Throughout the listing below, copy each line containing "lineCap".

» **Records for this task**
⟨

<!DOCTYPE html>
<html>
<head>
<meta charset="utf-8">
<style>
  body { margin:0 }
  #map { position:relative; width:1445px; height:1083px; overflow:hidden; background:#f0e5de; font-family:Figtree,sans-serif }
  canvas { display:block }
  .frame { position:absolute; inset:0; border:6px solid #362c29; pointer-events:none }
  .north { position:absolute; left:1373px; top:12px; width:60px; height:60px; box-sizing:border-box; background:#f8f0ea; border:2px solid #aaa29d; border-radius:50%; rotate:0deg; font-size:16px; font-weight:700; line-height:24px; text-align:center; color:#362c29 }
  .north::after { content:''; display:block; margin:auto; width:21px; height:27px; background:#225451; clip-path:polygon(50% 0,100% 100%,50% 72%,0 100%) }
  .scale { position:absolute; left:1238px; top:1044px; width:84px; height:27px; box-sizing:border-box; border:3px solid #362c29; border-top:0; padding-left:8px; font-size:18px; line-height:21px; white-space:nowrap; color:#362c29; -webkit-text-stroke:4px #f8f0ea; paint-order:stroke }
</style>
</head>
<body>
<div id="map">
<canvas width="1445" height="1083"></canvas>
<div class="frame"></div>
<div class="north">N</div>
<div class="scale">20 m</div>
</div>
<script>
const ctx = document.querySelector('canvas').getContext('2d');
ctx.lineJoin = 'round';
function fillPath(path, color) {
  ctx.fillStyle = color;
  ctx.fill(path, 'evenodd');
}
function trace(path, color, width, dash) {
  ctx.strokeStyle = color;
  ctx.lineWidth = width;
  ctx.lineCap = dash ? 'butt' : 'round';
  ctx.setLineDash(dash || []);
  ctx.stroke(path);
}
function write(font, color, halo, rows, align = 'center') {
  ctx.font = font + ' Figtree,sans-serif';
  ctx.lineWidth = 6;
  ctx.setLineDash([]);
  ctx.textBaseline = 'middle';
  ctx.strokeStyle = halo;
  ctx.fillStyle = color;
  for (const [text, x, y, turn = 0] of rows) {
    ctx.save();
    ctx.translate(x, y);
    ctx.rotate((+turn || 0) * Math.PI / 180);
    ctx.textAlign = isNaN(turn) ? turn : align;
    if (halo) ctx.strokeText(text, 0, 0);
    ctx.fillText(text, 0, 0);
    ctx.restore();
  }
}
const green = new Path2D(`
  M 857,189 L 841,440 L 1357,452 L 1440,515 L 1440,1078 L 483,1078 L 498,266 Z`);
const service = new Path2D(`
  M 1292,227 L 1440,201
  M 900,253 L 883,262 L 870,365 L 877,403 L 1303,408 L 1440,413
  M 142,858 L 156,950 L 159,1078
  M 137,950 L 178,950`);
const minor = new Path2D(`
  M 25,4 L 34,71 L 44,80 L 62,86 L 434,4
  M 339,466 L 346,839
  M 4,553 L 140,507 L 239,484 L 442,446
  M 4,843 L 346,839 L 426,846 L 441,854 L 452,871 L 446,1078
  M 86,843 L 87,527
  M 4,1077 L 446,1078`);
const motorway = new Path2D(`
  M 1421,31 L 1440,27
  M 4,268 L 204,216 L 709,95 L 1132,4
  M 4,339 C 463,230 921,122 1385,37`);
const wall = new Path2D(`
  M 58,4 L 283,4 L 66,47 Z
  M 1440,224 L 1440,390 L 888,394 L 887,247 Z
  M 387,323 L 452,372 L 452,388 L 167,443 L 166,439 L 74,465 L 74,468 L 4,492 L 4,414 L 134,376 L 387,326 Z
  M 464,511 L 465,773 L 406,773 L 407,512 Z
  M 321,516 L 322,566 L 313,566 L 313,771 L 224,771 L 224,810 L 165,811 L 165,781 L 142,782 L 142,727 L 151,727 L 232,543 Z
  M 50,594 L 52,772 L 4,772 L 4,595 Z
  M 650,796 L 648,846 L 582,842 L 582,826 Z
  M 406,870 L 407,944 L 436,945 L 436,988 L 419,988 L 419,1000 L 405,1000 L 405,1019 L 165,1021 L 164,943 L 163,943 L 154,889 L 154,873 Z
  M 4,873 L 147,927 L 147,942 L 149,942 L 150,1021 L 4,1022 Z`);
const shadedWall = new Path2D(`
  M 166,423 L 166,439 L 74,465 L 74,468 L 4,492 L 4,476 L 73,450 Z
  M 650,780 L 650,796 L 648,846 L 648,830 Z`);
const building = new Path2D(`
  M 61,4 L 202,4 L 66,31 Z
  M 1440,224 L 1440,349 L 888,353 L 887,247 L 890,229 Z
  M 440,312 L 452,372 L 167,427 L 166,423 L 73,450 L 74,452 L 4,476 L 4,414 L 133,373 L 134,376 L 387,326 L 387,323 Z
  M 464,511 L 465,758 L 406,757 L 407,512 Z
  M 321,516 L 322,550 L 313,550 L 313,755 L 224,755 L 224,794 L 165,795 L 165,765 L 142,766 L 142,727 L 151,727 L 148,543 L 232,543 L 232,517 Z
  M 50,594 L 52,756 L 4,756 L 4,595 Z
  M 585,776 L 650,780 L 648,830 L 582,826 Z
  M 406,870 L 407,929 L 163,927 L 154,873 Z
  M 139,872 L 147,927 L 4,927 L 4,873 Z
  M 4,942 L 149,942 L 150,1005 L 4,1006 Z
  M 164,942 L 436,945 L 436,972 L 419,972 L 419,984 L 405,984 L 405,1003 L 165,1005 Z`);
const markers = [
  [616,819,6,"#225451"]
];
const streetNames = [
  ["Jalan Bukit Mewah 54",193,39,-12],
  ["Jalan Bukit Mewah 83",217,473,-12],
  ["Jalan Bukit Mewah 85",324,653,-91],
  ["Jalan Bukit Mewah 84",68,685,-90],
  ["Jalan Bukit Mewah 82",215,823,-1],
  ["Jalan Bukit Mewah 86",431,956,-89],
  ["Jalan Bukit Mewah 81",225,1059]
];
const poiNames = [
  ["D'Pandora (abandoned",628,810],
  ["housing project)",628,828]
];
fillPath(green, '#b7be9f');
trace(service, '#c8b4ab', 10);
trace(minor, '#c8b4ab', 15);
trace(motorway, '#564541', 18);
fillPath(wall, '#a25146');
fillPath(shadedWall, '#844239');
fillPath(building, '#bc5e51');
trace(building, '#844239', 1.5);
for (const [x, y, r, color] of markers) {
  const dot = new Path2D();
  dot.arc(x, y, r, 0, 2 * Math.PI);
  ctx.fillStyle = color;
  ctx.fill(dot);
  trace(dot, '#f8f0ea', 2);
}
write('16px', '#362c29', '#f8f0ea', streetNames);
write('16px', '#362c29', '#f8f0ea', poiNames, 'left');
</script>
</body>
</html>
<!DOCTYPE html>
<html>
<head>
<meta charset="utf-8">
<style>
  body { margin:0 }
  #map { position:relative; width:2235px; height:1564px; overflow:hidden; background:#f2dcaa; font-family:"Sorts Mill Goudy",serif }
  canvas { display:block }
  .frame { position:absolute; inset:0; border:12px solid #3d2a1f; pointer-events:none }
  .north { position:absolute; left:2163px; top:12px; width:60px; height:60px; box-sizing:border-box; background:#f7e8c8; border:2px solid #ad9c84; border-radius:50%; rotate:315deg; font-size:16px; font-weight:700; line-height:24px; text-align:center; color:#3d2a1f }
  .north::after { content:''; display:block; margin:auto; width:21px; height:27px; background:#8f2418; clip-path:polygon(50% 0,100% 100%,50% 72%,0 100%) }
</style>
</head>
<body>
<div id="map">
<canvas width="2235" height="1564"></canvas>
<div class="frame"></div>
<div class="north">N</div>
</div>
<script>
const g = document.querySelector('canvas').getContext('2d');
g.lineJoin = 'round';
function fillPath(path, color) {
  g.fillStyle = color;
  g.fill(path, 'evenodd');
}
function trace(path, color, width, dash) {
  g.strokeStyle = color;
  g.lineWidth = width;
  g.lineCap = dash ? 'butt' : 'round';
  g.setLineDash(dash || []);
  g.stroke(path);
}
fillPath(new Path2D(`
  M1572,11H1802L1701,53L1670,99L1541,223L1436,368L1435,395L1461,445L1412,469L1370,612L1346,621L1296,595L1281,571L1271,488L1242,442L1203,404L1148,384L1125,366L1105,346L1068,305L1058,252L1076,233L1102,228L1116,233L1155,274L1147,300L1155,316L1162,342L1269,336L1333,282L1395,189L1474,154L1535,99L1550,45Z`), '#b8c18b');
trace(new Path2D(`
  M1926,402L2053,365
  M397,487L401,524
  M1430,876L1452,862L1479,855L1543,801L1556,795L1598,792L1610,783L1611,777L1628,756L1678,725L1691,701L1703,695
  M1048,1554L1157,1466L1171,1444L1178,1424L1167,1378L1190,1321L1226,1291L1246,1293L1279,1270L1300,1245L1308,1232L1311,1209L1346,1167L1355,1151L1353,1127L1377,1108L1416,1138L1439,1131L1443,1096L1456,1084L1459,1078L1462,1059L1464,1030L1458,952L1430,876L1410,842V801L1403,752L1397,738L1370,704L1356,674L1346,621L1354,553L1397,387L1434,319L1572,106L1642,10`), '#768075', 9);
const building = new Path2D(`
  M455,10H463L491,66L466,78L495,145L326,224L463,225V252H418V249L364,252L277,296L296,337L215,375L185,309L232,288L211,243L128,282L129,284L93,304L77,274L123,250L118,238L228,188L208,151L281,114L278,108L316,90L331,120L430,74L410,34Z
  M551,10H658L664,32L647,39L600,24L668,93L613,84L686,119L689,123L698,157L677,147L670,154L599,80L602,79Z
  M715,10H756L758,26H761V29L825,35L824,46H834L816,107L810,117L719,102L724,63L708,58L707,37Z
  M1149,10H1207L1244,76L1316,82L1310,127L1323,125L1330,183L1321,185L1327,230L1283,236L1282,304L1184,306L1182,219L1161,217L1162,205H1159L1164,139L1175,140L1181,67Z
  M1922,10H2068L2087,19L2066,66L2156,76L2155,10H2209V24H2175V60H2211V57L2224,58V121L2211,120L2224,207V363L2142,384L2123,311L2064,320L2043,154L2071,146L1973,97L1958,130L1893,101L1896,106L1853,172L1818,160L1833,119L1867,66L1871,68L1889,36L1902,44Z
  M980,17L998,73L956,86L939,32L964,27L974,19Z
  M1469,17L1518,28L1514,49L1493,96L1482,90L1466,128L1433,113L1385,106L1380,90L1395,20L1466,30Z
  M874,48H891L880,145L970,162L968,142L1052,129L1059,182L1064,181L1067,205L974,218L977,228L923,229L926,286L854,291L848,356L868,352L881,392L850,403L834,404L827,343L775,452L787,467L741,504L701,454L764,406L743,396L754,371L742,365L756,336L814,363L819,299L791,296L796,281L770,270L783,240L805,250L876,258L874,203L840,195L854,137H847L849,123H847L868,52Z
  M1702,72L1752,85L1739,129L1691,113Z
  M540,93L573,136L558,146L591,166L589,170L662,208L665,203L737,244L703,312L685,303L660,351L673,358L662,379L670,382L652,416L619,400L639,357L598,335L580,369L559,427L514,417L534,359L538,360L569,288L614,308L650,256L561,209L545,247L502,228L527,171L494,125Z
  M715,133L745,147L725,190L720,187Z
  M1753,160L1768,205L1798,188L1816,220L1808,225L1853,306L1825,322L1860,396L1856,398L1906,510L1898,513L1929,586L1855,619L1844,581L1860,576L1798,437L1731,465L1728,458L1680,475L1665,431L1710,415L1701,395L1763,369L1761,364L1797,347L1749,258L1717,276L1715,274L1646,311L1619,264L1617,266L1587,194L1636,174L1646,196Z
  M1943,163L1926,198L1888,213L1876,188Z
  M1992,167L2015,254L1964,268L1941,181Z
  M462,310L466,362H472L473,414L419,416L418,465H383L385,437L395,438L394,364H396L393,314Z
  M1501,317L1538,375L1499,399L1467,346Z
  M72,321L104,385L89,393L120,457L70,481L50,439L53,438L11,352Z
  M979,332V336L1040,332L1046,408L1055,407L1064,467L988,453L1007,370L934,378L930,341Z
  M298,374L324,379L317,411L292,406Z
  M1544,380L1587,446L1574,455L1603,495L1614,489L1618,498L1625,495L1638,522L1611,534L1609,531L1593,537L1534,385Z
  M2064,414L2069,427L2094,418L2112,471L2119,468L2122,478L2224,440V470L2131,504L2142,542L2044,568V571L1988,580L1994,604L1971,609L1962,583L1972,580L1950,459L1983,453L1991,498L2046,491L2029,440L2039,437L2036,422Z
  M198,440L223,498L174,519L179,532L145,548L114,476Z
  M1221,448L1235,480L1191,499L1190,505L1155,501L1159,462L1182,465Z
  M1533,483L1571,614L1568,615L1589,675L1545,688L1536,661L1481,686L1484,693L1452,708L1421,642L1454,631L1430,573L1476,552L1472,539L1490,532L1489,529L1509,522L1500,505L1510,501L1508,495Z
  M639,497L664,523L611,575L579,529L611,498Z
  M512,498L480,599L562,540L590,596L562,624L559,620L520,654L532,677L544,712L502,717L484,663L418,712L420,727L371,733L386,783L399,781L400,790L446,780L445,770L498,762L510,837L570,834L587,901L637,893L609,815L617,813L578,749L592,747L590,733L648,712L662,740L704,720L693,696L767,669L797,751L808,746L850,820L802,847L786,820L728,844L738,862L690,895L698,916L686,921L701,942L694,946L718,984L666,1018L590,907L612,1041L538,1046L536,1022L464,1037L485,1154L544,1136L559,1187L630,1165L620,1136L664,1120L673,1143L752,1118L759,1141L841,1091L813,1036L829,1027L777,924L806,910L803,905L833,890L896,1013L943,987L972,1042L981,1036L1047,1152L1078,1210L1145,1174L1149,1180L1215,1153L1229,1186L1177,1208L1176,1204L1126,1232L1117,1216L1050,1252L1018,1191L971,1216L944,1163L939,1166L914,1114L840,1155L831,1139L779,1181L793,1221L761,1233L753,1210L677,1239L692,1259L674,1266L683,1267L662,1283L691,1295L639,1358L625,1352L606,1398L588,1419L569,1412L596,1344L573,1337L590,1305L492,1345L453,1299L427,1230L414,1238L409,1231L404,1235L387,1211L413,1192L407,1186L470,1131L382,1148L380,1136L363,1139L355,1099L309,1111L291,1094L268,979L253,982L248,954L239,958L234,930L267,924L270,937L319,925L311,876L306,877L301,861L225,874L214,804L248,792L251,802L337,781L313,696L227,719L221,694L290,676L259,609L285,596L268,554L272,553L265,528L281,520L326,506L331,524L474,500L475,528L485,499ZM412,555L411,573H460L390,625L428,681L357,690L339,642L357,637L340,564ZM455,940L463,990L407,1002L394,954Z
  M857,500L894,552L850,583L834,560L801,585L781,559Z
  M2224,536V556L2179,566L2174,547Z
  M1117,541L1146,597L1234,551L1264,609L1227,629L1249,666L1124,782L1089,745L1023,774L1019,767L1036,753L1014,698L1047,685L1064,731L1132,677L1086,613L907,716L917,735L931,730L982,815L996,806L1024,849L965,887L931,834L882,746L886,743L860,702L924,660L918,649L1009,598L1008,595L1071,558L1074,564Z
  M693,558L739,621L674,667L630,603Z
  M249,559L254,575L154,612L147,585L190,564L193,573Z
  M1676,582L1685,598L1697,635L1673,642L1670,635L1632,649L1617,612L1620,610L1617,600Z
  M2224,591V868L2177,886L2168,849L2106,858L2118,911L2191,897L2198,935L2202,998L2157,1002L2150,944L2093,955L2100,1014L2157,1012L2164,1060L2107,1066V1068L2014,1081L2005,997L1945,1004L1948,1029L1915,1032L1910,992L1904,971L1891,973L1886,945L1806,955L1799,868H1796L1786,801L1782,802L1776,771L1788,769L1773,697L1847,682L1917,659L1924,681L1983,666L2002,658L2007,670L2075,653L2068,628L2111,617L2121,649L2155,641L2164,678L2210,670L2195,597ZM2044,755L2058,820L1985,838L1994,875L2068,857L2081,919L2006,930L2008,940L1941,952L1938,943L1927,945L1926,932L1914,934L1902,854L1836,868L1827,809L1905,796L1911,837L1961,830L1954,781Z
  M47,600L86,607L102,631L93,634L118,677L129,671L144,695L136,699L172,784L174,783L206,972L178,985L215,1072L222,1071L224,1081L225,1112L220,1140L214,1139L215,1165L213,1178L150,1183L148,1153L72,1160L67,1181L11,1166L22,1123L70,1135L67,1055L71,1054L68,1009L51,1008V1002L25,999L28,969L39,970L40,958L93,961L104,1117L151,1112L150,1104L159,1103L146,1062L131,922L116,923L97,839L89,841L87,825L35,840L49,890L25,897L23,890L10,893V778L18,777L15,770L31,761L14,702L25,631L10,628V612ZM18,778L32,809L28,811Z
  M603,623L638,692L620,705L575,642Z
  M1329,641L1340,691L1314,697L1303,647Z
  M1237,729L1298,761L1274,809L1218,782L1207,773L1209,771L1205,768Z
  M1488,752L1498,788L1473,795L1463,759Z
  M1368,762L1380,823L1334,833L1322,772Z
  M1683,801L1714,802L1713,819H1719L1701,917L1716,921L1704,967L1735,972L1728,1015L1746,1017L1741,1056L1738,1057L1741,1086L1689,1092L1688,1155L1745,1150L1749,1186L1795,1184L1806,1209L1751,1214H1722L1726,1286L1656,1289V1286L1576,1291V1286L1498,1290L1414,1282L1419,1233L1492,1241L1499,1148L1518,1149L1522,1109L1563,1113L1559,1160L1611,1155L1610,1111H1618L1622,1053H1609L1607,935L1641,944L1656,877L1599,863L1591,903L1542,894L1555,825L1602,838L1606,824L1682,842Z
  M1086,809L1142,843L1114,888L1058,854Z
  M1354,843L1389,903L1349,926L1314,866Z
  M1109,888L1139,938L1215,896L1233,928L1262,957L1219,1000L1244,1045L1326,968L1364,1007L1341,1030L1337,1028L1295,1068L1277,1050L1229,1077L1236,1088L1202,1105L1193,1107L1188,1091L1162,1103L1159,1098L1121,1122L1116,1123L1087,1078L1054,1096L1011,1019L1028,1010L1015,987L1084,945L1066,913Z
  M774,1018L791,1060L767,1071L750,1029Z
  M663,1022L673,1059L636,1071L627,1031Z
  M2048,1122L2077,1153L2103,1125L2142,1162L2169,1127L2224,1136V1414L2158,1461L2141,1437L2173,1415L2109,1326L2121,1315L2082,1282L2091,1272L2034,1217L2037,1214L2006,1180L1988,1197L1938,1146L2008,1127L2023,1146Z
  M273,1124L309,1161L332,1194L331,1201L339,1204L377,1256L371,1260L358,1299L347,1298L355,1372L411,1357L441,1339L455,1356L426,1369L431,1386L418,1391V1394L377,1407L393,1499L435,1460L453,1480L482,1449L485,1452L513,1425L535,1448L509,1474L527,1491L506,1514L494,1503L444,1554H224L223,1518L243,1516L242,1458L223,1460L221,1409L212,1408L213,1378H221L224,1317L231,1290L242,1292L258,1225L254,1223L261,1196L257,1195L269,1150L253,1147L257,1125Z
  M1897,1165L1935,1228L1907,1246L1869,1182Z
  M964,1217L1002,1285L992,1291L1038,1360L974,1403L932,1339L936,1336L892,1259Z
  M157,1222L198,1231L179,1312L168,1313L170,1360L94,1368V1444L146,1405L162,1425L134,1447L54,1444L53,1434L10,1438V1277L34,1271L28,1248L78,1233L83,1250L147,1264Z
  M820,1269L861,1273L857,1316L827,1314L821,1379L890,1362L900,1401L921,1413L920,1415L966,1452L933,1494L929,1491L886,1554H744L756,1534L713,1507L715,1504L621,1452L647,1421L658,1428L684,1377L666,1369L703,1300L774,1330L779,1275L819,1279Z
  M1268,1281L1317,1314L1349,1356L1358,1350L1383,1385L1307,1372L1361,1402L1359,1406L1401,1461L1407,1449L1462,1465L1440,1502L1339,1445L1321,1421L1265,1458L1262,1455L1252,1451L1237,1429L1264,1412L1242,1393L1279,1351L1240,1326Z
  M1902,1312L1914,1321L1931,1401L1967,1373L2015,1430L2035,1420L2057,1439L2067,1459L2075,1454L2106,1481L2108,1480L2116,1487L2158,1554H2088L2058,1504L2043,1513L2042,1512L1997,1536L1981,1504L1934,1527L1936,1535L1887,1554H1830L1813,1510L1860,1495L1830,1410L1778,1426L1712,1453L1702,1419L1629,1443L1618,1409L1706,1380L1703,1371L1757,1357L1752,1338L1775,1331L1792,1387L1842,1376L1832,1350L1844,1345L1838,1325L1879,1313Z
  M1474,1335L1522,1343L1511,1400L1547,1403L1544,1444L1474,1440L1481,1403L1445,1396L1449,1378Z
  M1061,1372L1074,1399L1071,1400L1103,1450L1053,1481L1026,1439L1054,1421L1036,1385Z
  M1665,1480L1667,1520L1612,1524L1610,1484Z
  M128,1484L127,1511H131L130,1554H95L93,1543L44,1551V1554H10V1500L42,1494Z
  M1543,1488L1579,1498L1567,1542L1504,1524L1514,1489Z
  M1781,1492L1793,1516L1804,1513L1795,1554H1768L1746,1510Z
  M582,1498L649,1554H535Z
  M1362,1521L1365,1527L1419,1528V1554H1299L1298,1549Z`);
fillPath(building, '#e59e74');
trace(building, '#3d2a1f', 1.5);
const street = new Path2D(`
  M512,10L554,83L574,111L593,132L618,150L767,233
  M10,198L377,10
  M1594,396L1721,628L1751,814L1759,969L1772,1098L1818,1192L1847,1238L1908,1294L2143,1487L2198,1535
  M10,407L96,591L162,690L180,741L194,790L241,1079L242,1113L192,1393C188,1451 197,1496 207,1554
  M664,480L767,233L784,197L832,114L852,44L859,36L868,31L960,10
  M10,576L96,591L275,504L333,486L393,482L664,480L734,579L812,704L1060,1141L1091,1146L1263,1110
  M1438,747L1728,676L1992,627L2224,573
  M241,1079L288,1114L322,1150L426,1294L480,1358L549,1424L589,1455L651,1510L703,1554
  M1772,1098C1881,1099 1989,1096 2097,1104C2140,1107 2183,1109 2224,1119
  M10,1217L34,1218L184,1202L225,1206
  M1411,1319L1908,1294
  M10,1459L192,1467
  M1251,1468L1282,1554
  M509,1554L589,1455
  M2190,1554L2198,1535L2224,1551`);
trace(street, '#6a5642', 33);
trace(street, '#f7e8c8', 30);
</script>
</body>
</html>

⟩

» **Solved problem**
  ctx.lineCap = dash ? 'butt' : 'round';
  g.lineCap = dash ? 'butt' : 'round';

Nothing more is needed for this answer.